Note that By specifying chunksize in read_csv, the return value will be an iterable object of type TextFileReader .Specifying iterator=True will also return the TextFileReader object:   

### Example of passing chunksize to read_csv
reader = pd.read_csv(’some_data.csv’, chunksize=100)
**Above code reads first 100 rows, if you run it in a loop, it reads the next 100** and so on
### Example of iterator=True. Note iterator=False by default.   
reader = pd.read_csv('some_data.csv', iterator=True)   
reader.get_chunk(100)  
**This gets the first 100 rows, running through a loop gets the next 100 rows** and so on.  

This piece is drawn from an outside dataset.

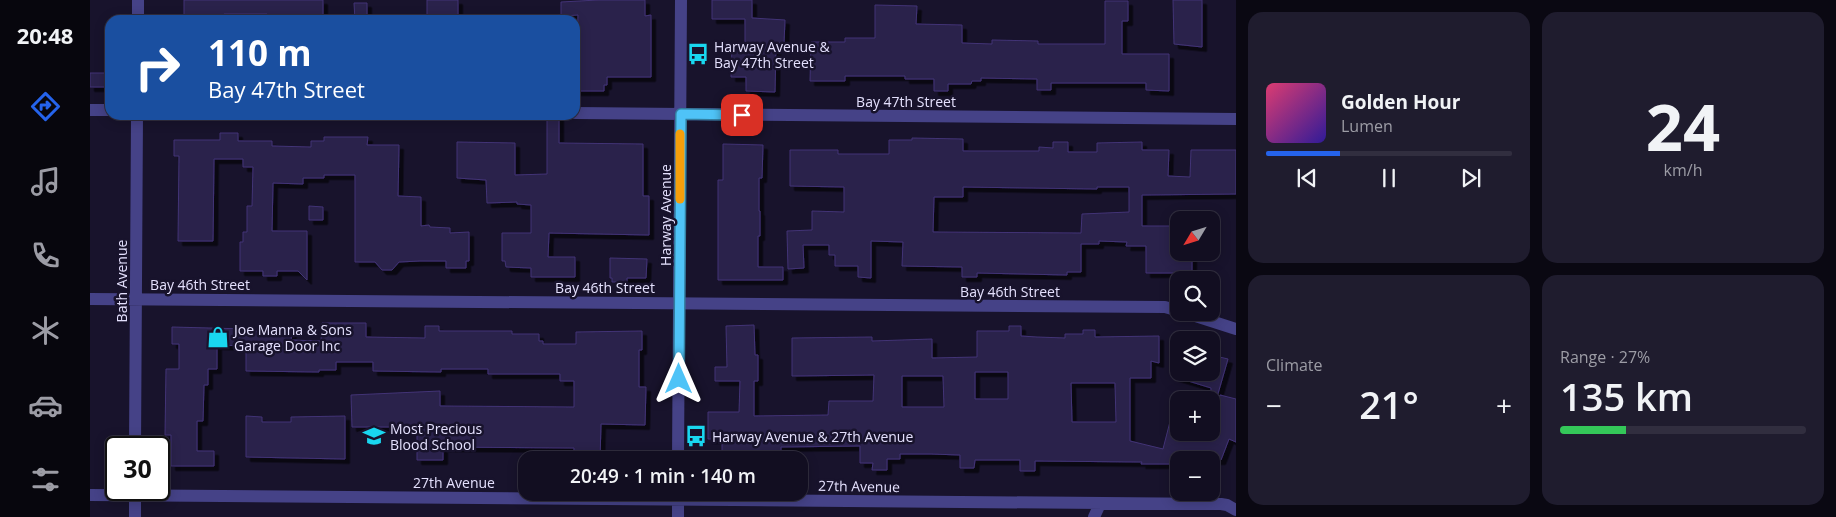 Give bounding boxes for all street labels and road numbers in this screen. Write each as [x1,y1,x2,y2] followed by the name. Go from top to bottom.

 Both chunksize=100 and reader.get_chunk(100) return same TextFileReader object.   
 
Let’s confirm we got the complete ratings from the exercise we did above. Total ratings should be equal to the number of rows in the ratings_df.

In [19]:
sum(list(ratings_dict.values())) == len(ratings_df)

True

In [20]:
ratings_dict

{5.0: 3358218,
 4.5: 1813922,
 4.0: 6265623,
 3.5: 2592375,
 3.0: 4783899,
 2.5: 1044176,
 2.0: 1603254,
 1.5: 337605,
 1.0: 769654,
 0.5: 315651}

In [21]:
# We use the operator module to easily get the max and min values
import operator
max(ratings_dict.items(), key=operator.itemgetter(1))


(4.0, 6265623)

Alternative

In [25]:
max(ratings_dict, key=ratings_dict.get),ratings_dict[max(ratings_dict, key=ratings_dict.get)]

(4.0, 6265623)

**2. What’s the average movie rating for most movies**     
This is the Weighted-Average of the distribution.
This simply means we multiply each rating key by the number of times it was rated and we add them all together and divide by the total number of ratings.

In [33]:
ratings_dict_df = pd.DataFrame(list(ratings_dict.items()) ,columns = ['Rating_Keys','Count'])

# First we find the sum of the product of rate keys and corresponding values.
product = sum((ratings_dict_df.Rating_Keys * ratings_dict_df.Count))
# Let's divide product by total ratings.
weighted_average = product / len(ratings_df)
# Then we display the weighted-average below.
weighted_average

3.5260770044122243

**What percentage of movie ratings does each rating key hold?**

In [34]:
ratings_dict_df['Percent'] = ratings_dict_df['Count'].apply(lambda x: (x / (len(ratings_df)) * 100))
ratings_dict_df

Unnamed: 0,Rating_Keys,Count,Percent
0,5.0,3358218,14.674719
1,4.5,1813922,7.926464
2,4.0,6265623,27.379478
3,3.5,2592375,11.328143
4,3.0,4783899,20.90465
5,2.5,1044176,4.562833
6,2.0,1603254,7.005889
7,1.5,337605,1.475264
8,1.0,769654,3.363229
9,0.5,315651,1.37933


**To find the percentage of movies that are rated at least average (3.5)**, we simply sum the percentages of movie keys 3.5 to 5.0.

In [35]:
sum(ratings_dict_df[ratings_dict_df.Rating_Keys >= 3.5]['Percent'])

61.308804692389046

From these exercises, we can infer that on a scale of 5.0, most movies are rated 4.0 and the average rating for movies is 3.5 and finally, over 61.3% of all movies produced have a rating of at least 3.5.